## Your objective
Wherever a line of the records contains "white", copy that line.

## Supplied material
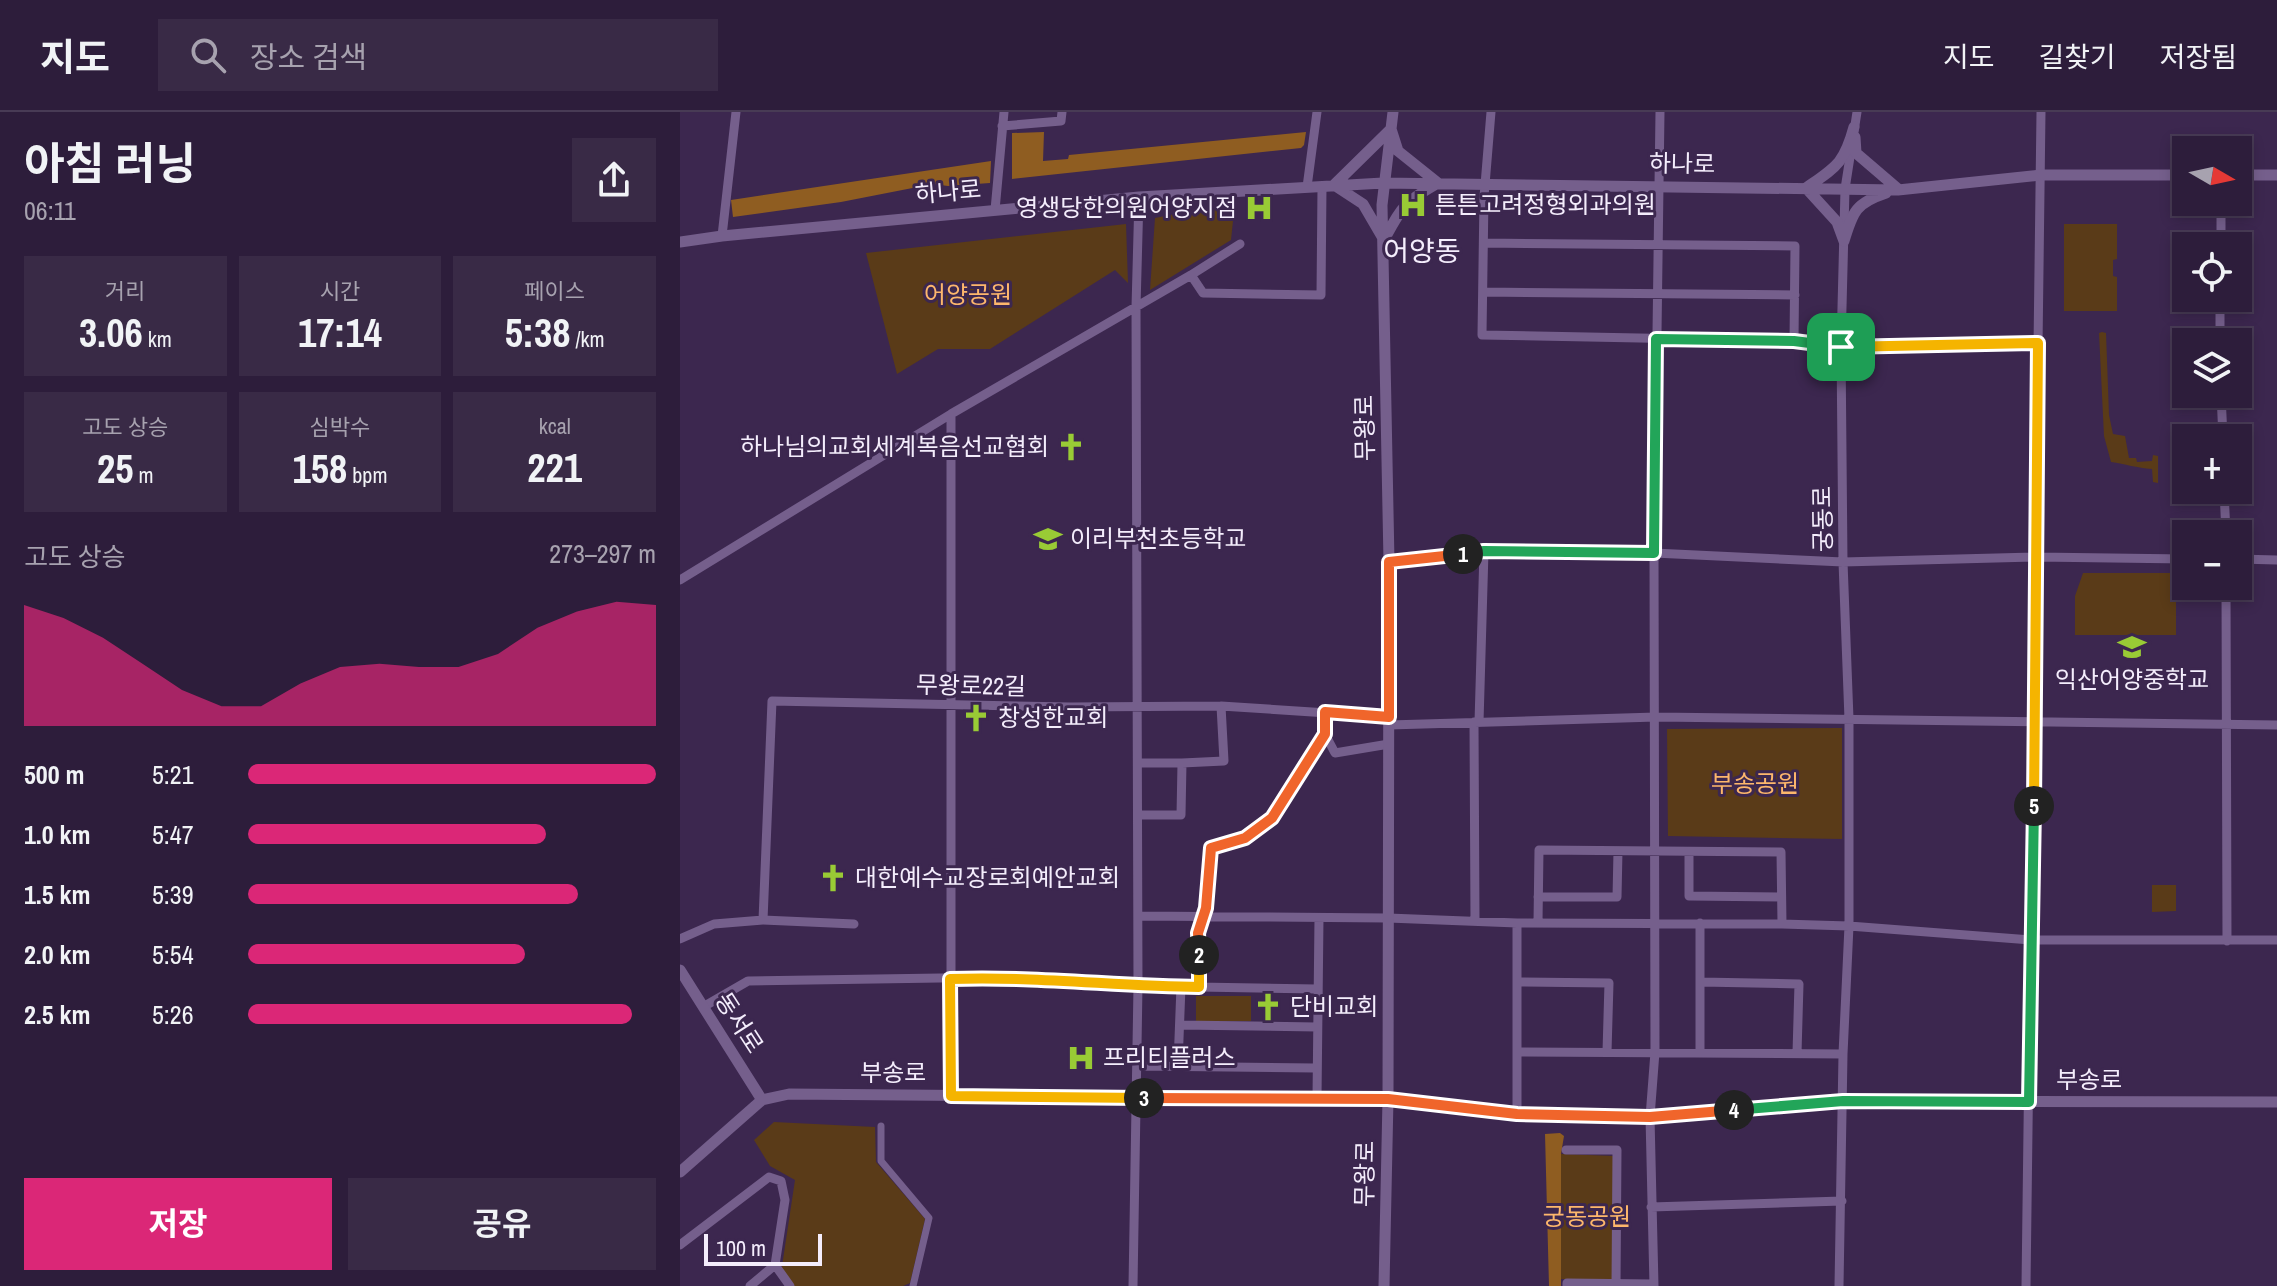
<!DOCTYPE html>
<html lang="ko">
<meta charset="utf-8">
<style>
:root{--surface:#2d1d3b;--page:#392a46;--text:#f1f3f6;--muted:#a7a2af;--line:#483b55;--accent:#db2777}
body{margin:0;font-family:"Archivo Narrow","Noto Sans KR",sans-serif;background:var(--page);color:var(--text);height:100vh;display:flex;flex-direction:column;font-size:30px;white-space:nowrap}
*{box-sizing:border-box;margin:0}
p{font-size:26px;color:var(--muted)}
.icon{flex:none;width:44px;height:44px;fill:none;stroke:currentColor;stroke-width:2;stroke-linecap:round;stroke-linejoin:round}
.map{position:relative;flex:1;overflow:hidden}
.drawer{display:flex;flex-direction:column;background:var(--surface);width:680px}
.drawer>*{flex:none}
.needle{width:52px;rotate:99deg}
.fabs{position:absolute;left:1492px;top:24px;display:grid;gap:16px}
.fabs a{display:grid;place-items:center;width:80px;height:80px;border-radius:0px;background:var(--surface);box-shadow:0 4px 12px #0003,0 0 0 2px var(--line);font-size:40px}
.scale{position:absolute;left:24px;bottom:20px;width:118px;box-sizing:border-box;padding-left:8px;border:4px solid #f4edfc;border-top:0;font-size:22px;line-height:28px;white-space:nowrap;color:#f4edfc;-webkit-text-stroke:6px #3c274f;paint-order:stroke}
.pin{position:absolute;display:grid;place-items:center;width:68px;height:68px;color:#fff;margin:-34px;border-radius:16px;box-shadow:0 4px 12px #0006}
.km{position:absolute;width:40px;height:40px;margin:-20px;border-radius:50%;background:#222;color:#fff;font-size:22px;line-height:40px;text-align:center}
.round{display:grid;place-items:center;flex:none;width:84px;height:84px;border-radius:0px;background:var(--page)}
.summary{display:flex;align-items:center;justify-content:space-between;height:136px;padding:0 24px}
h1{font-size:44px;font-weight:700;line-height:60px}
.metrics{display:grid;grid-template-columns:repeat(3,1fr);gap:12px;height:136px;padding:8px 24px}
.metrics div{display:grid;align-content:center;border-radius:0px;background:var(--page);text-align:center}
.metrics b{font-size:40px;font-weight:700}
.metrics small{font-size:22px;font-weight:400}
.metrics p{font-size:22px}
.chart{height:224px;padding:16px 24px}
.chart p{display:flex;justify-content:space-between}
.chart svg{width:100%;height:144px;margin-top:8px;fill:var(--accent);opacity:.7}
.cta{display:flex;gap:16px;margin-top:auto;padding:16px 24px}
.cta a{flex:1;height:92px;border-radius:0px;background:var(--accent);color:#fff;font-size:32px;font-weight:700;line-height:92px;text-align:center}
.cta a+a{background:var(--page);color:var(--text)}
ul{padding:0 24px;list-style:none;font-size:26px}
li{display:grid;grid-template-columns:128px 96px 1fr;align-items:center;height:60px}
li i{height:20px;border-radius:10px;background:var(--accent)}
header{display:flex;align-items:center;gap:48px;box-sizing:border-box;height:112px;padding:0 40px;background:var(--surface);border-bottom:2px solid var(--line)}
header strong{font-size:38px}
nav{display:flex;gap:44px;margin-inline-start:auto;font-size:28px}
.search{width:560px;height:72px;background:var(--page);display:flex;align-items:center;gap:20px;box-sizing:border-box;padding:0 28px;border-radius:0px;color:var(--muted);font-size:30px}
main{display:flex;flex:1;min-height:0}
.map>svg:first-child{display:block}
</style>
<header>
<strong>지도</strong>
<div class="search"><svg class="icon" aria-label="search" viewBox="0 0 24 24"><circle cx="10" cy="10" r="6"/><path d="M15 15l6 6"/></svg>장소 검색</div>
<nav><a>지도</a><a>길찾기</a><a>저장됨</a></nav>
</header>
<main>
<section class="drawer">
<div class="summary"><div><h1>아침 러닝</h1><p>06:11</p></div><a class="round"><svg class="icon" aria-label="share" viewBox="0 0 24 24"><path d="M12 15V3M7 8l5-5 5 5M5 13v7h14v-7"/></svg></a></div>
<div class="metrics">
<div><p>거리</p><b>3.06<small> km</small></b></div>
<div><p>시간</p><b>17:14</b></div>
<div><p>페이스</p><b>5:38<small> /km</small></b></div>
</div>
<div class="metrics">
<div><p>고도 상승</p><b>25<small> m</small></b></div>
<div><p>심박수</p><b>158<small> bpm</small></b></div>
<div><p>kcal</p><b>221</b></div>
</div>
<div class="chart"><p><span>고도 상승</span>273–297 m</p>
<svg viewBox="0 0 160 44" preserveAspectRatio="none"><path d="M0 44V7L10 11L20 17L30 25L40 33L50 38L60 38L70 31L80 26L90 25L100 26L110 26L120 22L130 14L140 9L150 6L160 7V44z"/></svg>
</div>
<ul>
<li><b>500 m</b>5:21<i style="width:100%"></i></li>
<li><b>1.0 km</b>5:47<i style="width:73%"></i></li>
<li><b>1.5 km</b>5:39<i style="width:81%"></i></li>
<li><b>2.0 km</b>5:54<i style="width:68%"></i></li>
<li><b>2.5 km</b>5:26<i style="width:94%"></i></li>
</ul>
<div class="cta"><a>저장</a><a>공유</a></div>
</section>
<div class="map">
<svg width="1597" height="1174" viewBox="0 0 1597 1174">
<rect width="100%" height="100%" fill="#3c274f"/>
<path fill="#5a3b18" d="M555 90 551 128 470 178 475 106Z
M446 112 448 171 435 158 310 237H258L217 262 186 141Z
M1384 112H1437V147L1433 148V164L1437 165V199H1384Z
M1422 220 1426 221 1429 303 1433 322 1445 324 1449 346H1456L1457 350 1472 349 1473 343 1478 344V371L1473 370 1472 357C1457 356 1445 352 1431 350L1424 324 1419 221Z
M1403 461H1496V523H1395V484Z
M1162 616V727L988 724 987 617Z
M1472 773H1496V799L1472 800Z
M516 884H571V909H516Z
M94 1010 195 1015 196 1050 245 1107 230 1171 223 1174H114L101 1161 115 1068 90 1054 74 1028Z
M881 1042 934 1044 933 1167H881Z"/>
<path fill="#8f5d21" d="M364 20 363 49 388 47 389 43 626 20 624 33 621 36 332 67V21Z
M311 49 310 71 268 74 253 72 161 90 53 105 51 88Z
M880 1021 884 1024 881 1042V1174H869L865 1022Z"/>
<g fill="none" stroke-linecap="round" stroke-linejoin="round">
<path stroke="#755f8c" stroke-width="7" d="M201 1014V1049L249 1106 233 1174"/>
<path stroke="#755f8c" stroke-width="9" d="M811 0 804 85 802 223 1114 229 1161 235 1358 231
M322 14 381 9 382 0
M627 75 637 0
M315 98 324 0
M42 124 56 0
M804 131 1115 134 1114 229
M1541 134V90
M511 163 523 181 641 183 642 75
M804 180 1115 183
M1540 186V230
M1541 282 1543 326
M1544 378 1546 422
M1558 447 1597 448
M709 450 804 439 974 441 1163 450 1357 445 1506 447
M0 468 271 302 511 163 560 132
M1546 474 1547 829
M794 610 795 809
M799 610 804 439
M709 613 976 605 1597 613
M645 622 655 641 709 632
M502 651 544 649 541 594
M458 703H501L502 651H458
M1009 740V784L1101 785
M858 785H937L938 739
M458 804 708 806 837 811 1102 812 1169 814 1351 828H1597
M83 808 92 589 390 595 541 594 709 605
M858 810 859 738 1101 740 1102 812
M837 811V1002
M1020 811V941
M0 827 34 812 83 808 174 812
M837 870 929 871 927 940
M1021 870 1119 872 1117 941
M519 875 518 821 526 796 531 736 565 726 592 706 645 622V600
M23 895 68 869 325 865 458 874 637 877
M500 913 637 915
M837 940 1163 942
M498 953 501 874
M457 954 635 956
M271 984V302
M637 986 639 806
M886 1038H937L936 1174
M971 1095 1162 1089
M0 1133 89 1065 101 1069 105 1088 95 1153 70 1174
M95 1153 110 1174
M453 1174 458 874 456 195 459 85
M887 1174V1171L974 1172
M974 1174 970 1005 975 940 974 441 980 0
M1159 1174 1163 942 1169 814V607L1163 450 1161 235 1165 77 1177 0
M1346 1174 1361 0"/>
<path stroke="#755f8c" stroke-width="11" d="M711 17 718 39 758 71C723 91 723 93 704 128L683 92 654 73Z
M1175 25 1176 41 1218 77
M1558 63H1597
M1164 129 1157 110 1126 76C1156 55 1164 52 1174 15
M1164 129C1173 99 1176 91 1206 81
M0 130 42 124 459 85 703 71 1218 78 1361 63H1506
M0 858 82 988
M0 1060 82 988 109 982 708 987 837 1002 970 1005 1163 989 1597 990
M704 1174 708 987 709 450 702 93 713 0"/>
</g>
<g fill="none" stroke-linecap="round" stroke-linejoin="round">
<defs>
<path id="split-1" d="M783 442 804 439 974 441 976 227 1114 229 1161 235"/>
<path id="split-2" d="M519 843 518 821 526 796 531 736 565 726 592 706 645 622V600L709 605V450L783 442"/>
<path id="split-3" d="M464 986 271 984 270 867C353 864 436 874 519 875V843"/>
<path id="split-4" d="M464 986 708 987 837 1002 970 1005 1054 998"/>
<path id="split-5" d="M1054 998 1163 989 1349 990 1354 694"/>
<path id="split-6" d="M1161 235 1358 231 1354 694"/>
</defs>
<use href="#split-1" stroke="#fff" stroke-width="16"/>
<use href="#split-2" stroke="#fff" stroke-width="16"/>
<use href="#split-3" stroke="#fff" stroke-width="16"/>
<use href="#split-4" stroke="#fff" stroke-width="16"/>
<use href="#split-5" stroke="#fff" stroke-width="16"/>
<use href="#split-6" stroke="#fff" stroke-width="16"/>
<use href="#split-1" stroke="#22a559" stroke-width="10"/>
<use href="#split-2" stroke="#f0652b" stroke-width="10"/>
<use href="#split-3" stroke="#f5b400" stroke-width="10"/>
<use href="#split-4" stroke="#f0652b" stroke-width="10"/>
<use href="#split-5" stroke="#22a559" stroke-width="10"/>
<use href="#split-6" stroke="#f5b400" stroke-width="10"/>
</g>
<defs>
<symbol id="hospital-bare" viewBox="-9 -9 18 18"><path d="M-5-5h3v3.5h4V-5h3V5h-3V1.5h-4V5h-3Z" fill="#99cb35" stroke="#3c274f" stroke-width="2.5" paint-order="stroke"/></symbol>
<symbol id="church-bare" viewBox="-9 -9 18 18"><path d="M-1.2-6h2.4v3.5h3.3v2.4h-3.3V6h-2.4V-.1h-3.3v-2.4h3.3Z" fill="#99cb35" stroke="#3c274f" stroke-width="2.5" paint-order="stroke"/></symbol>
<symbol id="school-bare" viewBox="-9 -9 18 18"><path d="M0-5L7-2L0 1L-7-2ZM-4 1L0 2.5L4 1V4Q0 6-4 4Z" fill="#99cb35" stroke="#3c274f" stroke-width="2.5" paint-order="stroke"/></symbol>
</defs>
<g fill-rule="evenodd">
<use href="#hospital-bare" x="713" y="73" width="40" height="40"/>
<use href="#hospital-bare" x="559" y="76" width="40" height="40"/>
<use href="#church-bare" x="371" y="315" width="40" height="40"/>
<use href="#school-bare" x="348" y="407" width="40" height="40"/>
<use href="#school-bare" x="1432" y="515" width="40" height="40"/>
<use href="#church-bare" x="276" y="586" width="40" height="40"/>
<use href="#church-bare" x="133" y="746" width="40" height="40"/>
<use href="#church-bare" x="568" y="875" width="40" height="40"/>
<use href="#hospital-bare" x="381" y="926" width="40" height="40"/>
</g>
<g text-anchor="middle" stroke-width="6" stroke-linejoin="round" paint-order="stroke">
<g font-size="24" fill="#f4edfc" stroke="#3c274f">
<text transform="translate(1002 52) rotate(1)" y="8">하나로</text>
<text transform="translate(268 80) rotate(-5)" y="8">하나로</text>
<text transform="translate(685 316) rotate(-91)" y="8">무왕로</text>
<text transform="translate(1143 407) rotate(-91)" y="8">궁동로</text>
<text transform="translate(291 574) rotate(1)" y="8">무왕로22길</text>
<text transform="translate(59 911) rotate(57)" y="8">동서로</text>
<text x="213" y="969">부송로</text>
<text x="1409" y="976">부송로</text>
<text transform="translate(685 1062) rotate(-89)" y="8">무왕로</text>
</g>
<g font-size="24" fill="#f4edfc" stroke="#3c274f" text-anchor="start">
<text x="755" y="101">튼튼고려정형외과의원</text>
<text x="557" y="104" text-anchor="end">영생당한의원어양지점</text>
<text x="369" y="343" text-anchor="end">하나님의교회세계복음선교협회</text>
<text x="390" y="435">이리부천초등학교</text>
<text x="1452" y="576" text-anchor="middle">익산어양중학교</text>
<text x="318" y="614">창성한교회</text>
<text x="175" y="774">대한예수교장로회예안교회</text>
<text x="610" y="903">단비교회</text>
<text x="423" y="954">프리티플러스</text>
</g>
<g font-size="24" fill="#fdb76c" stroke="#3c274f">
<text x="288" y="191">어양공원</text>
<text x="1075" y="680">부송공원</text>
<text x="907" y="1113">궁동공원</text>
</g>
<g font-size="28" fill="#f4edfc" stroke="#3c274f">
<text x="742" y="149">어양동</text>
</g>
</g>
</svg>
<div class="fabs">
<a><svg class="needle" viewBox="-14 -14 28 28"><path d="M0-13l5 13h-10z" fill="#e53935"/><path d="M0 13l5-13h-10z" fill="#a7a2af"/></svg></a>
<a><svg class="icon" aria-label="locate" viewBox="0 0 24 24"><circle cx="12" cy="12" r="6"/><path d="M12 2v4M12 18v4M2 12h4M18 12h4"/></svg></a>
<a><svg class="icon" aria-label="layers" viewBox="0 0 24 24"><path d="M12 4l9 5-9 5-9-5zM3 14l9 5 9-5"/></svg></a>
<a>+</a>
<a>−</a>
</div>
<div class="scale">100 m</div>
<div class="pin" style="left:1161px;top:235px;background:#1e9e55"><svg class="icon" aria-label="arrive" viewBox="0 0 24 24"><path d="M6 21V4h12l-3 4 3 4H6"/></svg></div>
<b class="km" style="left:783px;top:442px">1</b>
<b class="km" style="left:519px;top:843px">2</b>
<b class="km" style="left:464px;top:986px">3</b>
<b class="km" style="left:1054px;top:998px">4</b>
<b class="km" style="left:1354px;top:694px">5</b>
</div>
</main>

## Your response
body{margin:0;font-family:"Archivo Narrow","Noto Sans KR",sans-serif;background:var(--page);color:var(--text);height:100vh;display:flex;flex-direction:column;font-size:30px;white-space:nowrap}
.scale{position:absolute;left:24px;bottom:20px;width:118px;box-sizing:border-box;padding-left:8px;border:4px solid #f4edfc;border-top:0;font-size:22px;line-height:28px;white-space:nowrap;color:#f4edfc;-webkit-text-stroke:6px #3c274f;paint-order:stroke}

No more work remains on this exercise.